Tan Gazetesi Olayı

16 Temmuz 1936 tarihinde yayınlanmaya başlayan Tan gazetesi Türkiye’de, fikir gazeteciliği yönünden önemli bir yere sahip olan ve yayımlandığı sürece geniş bir aydın çevresini etkileyen günlük yayın organıdır. Gazetenin ilk sahipleri Halil Lütfü Dördüncü ve Siirt Milletvekili Mahmut Soydan’dır. Mahmut Soydan Tan gazetesini yayın dünyasına kazandırırken İş Bankası’ndan o dönem için önemli sayılabilecek bir kredi almış, İş Bankası bu krediyi, liberal ekonomi düşüncesini yayma amacıyla sağlamıştı.
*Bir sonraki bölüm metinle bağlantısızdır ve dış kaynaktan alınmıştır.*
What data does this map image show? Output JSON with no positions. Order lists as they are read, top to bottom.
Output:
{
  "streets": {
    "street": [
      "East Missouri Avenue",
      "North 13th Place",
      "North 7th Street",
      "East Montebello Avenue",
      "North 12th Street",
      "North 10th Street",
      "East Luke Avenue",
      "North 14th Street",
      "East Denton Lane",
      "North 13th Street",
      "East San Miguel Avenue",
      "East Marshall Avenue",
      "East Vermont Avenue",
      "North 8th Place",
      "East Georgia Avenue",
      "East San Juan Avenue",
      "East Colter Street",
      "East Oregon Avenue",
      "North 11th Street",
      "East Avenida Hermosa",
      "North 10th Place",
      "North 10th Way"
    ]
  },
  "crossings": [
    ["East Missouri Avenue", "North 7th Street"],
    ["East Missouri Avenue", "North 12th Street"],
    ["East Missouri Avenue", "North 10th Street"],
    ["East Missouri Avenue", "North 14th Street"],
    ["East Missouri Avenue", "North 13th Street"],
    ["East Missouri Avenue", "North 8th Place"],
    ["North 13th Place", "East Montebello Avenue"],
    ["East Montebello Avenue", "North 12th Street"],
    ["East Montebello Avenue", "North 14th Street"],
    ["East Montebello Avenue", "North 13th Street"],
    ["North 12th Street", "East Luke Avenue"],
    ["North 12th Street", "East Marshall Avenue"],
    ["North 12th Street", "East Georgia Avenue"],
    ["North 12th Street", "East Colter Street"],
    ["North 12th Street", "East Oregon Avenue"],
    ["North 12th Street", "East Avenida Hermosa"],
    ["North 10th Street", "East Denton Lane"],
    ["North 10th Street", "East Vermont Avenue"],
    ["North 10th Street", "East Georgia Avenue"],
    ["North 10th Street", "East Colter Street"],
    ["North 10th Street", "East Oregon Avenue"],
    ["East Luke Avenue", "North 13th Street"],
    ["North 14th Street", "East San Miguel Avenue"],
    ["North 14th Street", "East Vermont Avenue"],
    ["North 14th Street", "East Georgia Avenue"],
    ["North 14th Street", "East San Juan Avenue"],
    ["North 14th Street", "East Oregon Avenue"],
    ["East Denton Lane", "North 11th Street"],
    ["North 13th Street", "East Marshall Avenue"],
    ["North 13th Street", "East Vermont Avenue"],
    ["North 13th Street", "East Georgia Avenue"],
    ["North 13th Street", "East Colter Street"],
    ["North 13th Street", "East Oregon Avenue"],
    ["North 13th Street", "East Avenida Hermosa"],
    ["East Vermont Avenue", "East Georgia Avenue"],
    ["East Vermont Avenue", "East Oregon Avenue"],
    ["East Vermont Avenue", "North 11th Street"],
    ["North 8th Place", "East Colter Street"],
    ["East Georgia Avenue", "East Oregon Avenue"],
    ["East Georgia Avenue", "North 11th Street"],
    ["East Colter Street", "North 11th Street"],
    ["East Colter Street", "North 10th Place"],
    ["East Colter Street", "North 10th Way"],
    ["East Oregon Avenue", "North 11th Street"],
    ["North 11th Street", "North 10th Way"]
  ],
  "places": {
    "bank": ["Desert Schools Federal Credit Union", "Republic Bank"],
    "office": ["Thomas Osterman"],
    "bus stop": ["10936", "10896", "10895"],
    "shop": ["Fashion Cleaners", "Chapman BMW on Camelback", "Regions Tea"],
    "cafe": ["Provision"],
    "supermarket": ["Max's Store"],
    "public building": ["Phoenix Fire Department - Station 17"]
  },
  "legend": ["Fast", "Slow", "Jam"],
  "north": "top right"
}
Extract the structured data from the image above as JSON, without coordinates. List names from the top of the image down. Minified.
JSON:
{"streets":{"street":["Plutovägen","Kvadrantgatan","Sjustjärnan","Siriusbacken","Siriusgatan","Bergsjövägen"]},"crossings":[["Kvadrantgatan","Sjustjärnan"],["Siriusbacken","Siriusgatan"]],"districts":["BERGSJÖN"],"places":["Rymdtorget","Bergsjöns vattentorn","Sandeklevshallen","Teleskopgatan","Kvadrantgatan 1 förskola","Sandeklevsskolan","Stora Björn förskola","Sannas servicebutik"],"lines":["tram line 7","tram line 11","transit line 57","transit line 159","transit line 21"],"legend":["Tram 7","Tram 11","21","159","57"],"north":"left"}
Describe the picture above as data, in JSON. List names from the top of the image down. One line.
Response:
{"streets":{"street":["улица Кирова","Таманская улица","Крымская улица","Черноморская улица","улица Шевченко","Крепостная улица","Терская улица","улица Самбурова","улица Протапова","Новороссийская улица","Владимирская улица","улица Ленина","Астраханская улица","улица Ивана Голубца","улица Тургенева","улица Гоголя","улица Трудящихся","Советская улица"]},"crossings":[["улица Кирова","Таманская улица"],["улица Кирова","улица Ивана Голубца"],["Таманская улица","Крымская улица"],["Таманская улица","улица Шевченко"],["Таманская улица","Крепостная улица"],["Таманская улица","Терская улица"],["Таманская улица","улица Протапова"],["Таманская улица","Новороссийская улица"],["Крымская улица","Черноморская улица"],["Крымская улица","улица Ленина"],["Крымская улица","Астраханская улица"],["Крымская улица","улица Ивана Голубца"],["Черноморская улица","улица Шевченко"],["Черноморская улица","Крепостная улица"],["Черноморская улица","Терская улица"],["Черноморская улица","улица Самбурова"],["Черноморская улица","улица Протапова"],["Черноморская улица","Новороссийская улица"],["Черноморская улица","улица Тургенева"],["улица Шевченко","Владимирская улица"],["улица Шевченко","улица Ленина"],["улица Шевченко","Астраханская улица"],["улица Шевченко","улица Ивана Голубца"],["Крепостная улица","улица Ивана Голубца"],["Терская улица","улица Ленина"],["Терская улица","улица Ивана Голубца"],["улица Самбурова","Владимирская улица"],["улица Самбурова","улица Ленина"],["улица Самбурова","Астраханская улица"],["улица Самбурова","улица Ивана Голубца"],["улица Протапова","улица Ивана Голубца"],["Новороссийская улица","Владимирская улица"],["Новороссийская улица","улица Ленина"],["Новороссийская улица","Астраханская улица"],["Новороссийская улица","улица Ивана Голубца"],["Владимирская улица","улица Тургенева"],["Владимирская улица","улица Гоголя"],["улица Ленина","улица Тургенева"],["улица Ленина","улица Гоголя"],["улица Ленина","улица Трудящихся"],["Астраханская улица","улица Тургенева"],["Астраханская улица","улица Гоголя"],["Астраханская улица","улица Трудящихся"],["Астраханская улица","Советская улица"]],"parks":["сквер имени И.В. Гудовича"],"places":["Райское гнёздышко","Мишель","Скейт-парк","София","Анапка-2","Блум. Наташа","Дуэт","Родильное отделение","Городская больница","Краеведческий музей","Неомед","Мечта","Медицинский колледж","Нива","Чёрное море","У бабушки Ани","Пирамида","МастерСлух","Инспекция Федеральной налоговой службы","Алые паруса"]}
Ne var ki Tan gazetesi beklenen ilgiyi görmeyince Mahmut Soydan zor durumda kalarak kendi hissesini satmaya karar vermiştir. O sıralar Son Posta gazetesinden ayrılan Zekeriya Sertel de yeni bir gazete çıkarmaya karar vermişti. Soydan’ın payının İş Bankası tarafından satılığa çıkarıldığını öğrenince Ahmet Emin Yalman ve kardeşi Rıfat Yalman ile ortaklaşa bu payı satın aldılar. Yalnız bu devir işleminden önce Yalman Ankara’ya giderek Atatürk’ten tekrar gazetecilik yapabilme için izin istemiştir. Bunun nedeni 1925’deki İstiklal Mahkemeleri sonucunda Ahmet Emin Yalman’a gazetecilik mesleğini yapmasının yasaklanmış oluşudur. Araya girenlerin yardımıyla Yalman istediği izni alınca Tan gazetesinin de devir işlemleri tamamlanmıştır.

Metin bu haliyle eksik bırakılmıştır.